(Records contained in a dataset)
Start of Block
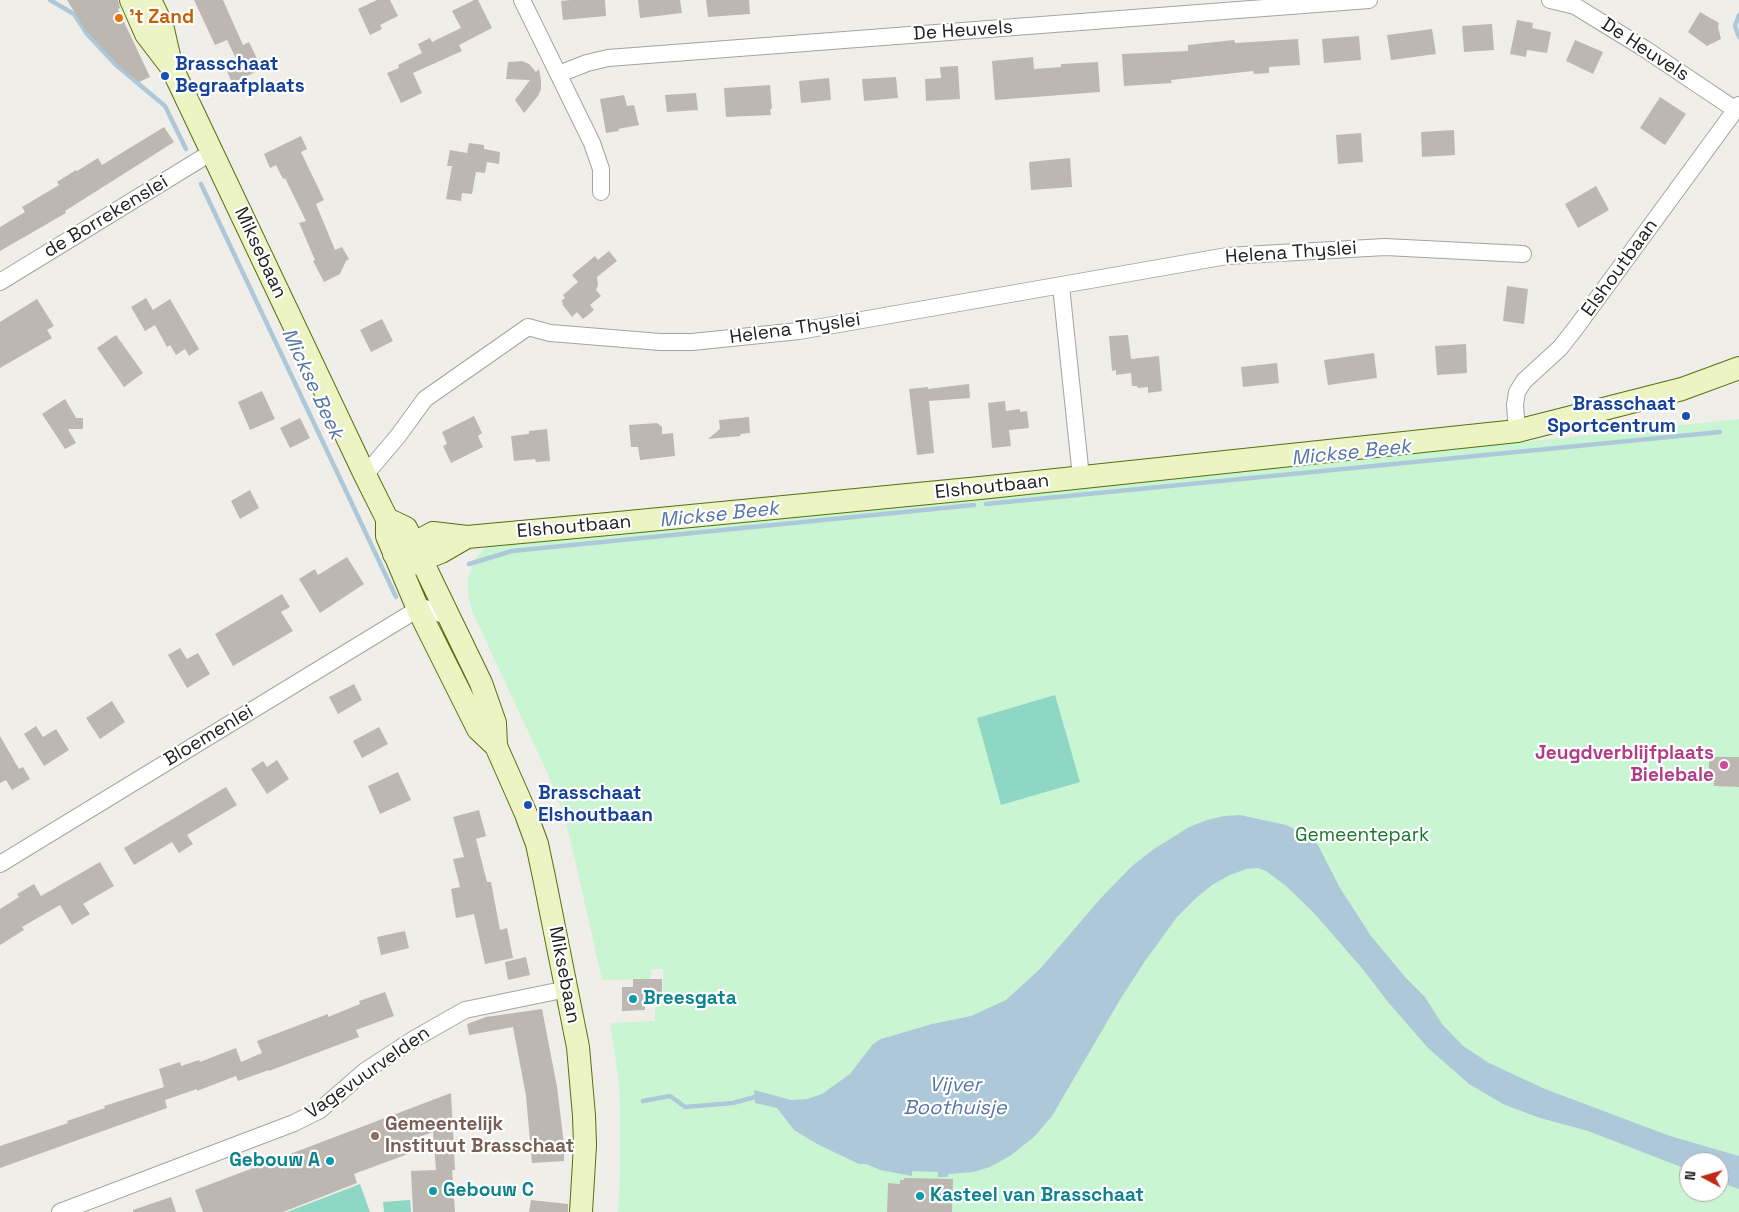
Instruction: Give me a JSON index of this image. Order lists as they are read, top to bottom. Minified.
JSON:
{"streets":{"main road":["Miksebaan","Elshoutbaan"],"street":["De Heuvels","de Borrekenslei","Helena Thyslei","Bloemenlei","Vagevuurvelden"]},"crossings":[["De Heuvels","Elshoutbaan"],["de Borrekenslei","Miksebaan"],["Miksebaan","Helena Thyslei"],["Miksebaan","Elshoutbaan"],["Miksebaan","Bloemenlei"],["Miksebaan","Vagevuurvelden"]],"water":["Mickse Beek","Vijver Boothuisje"],"parks":["Gemeentepark"],"places":["'t Zand","Brasschaat Begraafplaats","Brasschaat Sportcentrum","Jeugdverblijfplaats Bielebale","Brasschaat Elshoutbaan","Breesgata","Gemeentelijk Instituut Brasschaat","Gebouw A","Gebouw C","Kasteel van Brasschaat"],"north":"left"}
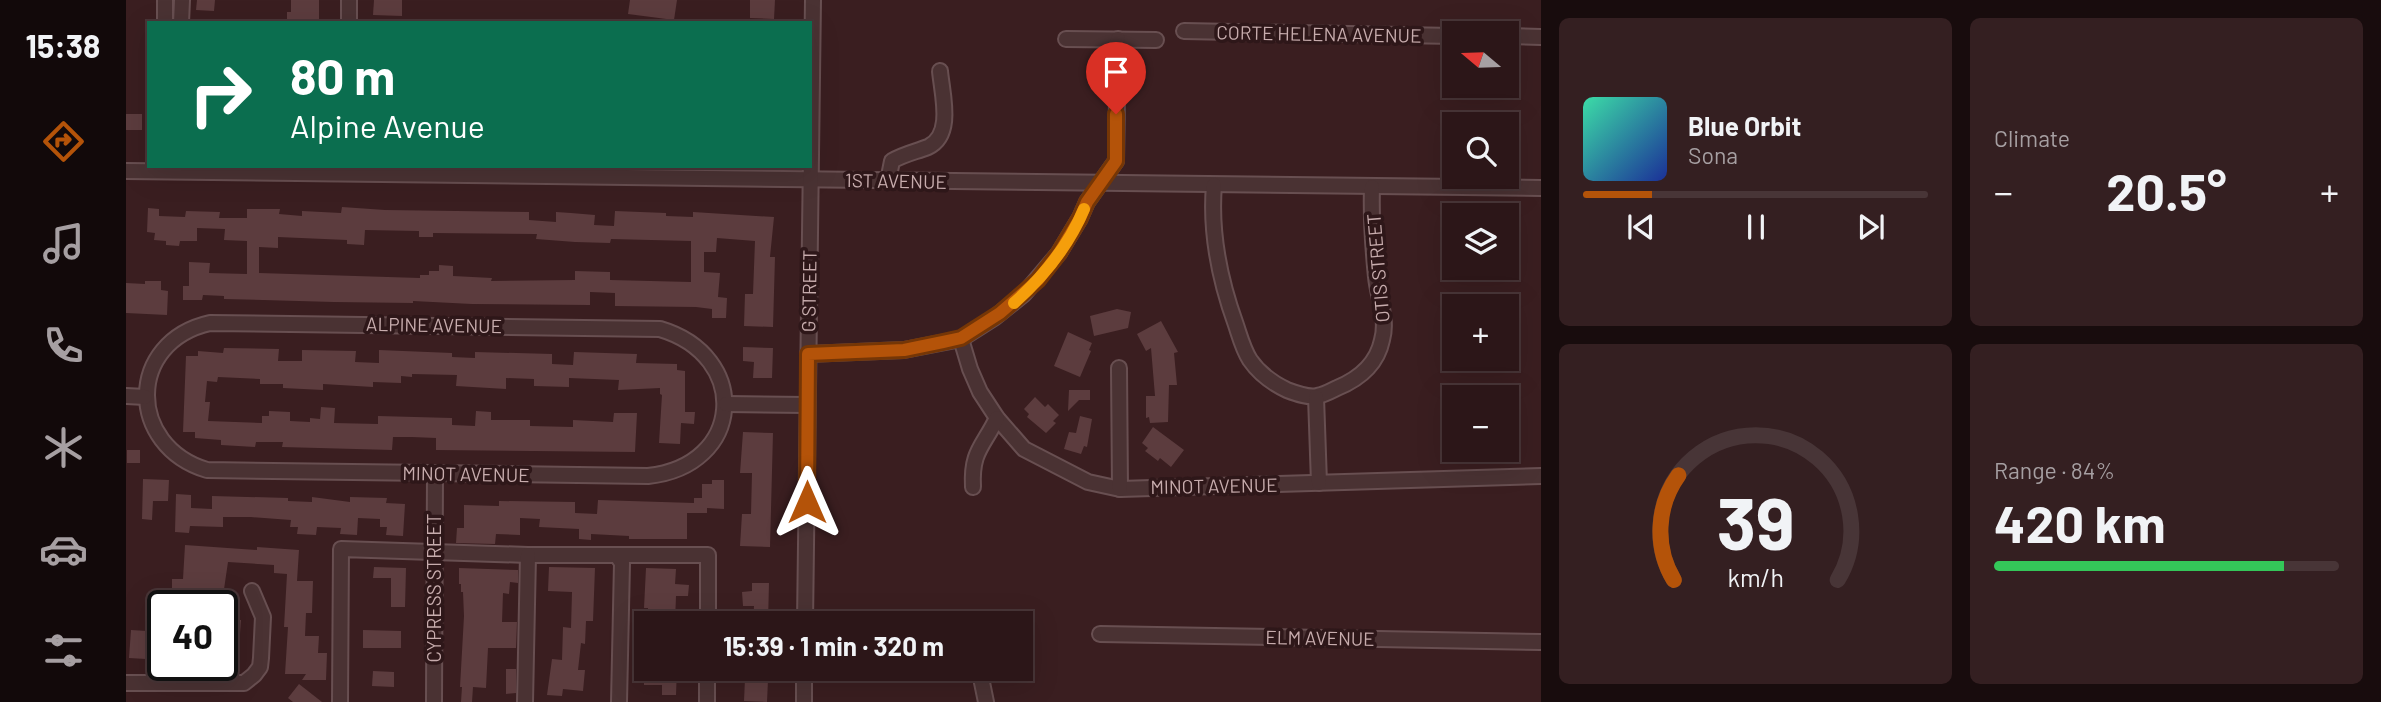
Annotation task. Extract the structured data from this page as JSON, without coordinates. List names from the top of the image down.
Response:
End of Block
** Task instructions **
From the entries, copy every line in which the string "this" can be found.

** Response **
Instruction: Give me a JSON index of this image. Order lists as they are read, top to bottom. Minified.
Annotation task. Extract the structured data from this page as JSON, without coordinates. List names from the top of the image down.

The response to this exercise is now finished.